Image courtesy of Encyclopædia Britannica. Photo: Dave Shafer / © New Hampshire Division of Travel and Tourism Development.
I spent several hours of my last winter break as a Columbia student rereading To The Lighthouse. The only other time I had read it had been three years earlier, in Literature Humanities. I remembered finding it dense and tiring, not just because of the text itself but because of the speed with which we had to read it. I remembered my Belgian professor telling us that we had to visit the Isle of Sky, where the novel is set, and I remembered the Ramsays’ six-year-old son wanting to kill his father. And I remembered that we had been reading it when the weather had become really warm for the first time, and everyone was out on the lawns—my first Columbia spring—and there I was, sitting on a bench in Morningside Park on a sunny morning, trying to follow Virginia Woolf’s serpentine sentences.

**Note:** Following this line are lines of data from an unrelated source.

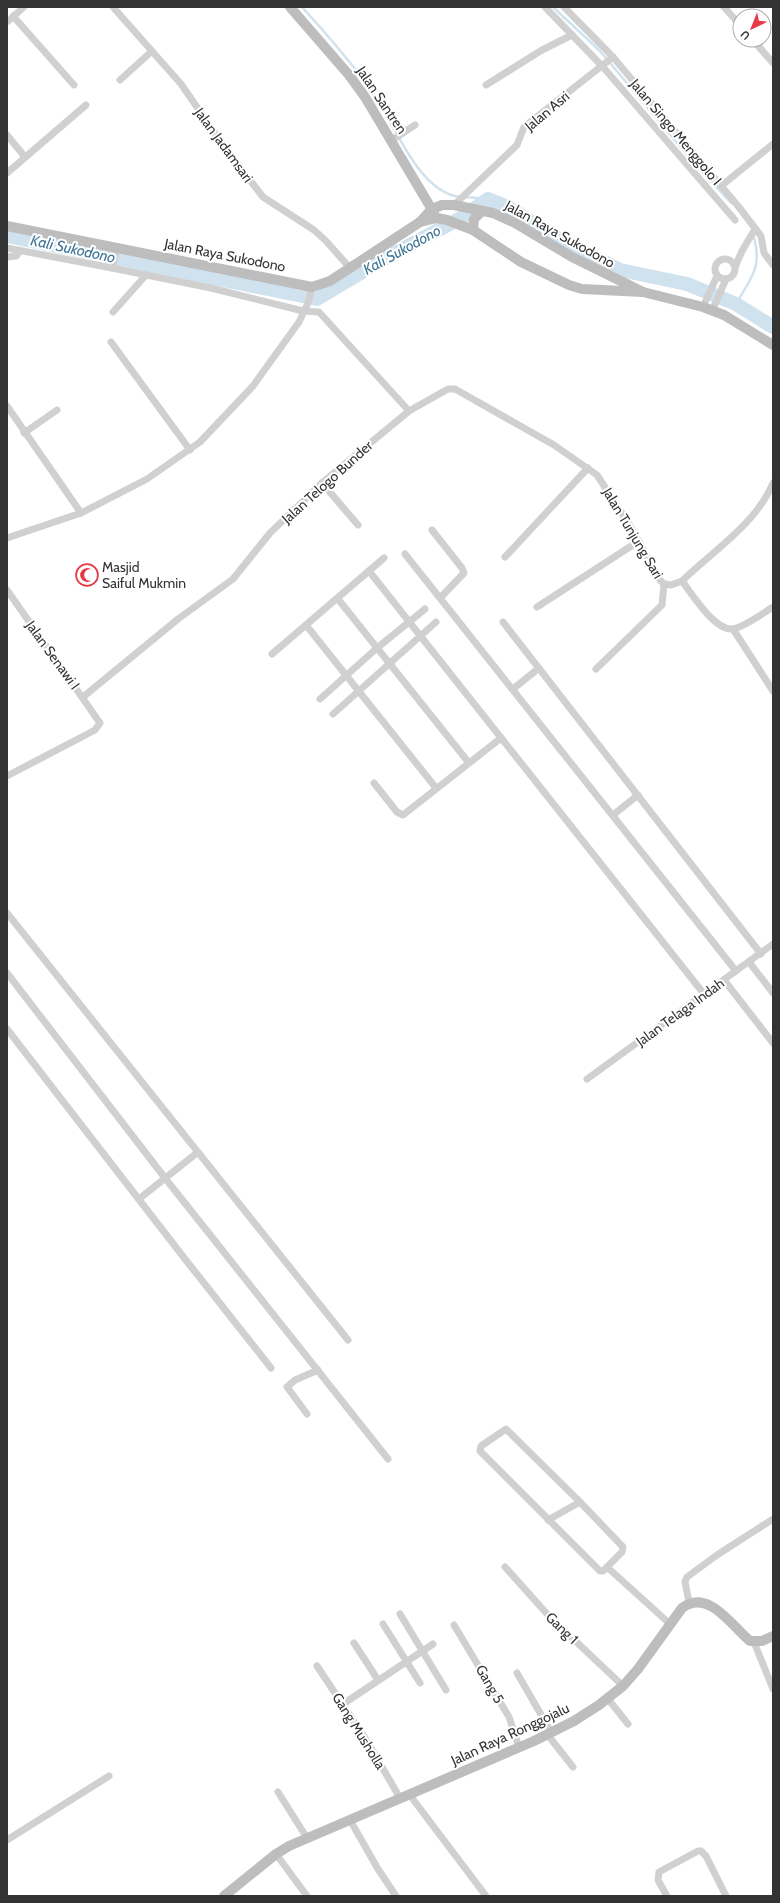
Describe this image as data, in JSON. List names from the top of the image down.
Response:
{
  "streets": {
    "main road": ["Jalan Santren", "Jalan Raya Sukodono", "Jalan Raya Ronggojalu"],
    "street": [
      "Jalan Asri",
      "Jalan Singo Menggolo I",
      "Jalan Jadamsari",
      "Jalan Telogo Bunder",
      "Jalan Tunjung Sari",
      "Jalan Senawi I",
      "Jalan Telaga Indah",
      "Gang 1",
      "Gang 5",
      "Gang Musholla"
    ]
  },
  "crossings": [
    ["Jalan Santren", "Jalan Raya Sukodono"],
    ["Jalan Asri", "Jalan Singo Menggolo I"],
    ["Jalan Asri", "Jalan Raya Sukodono"],
    ["Jalan Telogo Bunder", "Jalan Tunjung Sari"],
    ["Jalan Telogo Bunder", "Jalan Senawi I"],
    ["Gang 1", "Jalan Raya Ronggojalu"],
    ["Gang 5", "Jalan Raya Ronggojalu"],
    ["Gang Musholla", "Jalan Raya Ronggojalu"]
  ],
  "water": ["Kali Sukodono"],
  "places": {
    "mosque": ["Masjid Saiful Mukmin"]
  },
  "north": "bottom left"
}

Partly then, rereading the novel as an English major who was nearing graduation was a way of coming full circle. Since that spring I had read many novels and taken many English classes, and I thought that the book would be more accessible to me now. It would be a way of closing the loop of my time at Columbia and seeing how far I had come as a reader. My other reason was that this particular novel had come up many times in those three years, invariably as an example of novelistic greatness, and I felt that my rushed Lit Hum reading had not led to my appreciating the book as it deserved. It was my girlfriend’s favorite book, it was a book that professors often brought up, it was a book that my father decided to read and then praised enthusiastically. A week or so before the break, I was having lunch with a friend who mentioned in passing that To The Lighthouse was, for him, “everything that a novel could be.” I decided then that I had to read it again.